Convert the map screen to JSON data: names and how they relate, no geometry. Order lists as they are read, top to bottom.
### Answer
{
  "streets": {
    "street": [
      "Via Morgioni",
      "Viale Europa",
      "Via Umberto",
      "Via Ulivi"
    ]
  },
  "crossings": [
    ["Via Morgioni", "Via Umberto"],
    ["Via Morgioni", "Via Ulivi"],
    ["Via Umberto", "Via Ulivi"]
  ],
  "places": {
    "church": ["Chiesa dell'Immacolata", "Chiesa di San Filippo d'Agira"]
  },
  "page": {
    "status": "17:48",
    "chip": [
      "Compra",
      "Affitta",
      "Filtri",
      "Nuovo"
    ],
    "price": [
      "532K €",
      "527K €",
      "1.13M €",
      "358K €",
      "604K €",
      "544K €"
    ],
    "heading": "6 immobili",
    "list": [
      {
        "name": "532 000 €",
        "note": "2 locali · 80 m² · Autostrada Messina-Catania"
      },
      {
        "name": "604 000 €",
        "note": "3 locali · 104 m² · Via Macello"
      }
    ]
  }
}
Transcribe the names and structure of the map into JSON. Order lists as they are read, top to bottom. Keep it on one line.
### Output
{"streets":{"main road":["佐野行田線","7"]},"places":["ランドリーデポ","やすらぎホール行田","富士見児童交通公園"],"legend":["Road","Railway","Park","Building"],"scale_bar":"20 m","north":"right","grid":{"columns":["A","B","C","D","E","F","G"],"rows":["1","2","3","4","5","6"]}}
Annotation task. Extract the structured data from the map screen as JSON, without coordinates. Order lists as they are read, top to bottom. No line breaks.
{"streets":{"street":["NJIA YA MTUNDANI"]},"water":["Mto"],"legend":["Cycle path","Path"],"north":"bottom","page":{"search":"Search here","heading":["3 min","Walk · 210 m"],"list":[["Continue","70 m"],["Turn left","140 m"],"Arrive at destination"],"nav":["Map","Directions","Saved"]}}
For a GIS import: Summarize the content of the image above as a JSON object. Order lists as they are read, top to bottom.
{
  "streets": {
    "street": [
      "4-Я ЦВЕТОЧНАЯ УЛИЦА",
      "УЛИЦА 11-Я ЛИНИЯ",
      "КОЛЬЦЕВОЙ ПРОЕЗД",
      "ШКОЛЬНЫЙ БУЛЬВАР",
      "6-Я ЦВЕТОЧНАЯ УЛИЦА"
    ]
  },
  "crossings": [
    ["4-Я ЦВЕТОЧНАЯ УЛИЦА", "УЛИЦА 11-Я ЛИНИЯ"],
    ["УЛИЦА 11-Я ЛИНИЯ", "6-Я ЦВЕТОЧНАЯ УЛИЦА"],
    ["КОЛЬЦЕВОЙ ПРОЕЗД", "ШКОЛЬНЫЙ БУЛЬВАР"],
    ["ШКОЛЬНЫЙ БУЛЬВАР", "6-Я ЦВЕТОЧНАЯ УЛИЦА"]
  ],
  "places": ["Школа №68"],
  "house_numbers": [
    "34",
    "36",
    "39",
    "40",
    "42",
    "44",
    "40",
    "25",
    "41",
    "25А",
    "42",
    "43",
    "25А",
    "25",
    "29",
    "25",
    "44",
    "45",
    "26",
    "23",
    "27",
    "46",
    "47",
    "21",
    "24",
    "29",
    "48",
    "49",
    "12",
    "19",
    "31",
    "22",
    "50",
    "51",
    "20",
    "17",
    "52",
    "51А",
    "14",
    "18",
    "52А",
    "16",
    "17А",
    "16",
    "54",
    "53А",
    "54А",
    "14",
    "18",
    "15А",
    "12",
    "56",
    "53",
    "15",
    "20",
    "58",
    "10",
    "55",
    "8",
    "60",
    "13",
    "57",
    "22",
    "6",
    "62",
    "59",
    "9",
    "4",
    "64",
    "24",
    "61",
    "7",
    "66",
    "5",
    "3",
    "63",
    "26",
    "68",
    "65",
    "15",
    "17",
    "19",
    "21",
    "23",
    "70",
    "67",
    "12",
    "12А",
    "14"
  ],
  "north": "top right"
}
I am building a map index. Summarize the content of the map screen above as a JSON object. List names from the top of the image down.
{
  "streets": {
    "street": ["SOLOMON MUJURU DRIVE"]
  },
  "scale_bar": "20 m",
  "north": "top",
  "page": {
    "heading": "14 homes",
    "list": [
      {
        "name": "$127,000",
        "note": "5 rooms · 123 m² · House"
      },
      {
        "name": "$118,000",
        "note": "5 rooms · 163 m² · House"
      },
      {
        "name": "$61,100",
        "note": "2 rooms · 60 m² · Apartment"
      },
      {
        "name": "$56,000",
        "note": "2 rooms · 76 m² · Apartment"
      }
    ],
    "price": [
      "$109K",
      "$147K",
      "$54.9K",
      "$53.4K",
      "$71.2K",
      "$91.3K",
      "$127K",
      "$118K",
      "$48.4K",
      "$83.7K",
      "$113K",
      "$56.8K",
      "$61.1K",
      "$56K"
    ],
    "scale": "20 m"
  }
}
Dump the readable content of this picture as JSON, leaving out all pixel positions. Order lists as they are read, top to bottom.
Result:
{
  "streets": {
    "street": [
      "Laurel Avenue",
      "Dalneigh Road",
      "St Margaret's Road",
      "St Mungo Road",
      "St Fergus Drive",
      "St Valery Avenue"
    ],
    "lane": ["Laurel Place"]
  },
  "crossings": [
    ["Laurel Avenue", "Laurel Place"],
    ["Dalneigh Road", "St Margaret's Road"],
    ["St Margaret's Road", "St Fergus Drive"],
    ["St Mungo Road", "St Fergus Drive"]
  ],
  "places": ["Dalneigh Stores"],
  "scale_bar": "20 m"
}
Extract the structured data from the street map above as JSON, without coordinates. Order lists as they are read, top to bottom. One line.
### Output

******

WHAT TO PRODUCE - Everything from the first line above up to and including the line that contains "Transcribe the names" should be printed exactly; please print only that.

TASK RESPONSE -
Convert the map screen to JSON data: names and how they relate, no geometry. Order lists as they are read, top to bottom.
### Answer
{
  "streets": {
    "street": [
      "Via Morgioni",
      "Viale Europa",
      "Via Umberto",
      "Via Ulivi"
    ]
  },
  "crossings": [
    ["Via Morgioni", "Via Umberto"],
    ["Via Morgioni", "Via Ulivi"],
    ["Via Umberto", "Via Ulivi"]
  ],
  "places": {
    "church": ["Chiesa dell'Immacolata", "Chiesa di San Filippo d'Agira"]
  },
  "page": {
    "status": "17:48",
    "chip": [
      "Compra",
      "Affitta",
      "Filtri",
      "Nuovo"
    ],
    "price": [
      "532K €",
      "527K €",
      "1.13M €",
      "358K €",
      "604K €",
      "544K €"
    ],
    "heading": "6 immobili",
    "list": [
      {
        "name": "532 000 €",
        "note": "2 locali · 80 m² · Autostrada Messina-Catania"
      },
      {
        "name": "604 000 €",
        "note": "3 locali · 104 m² · Via Macello"
      }
    ]
  }
}
Transcribe the names and structure of the map into JSON. Order lists as they are read, top to bottom. Keep it on one line.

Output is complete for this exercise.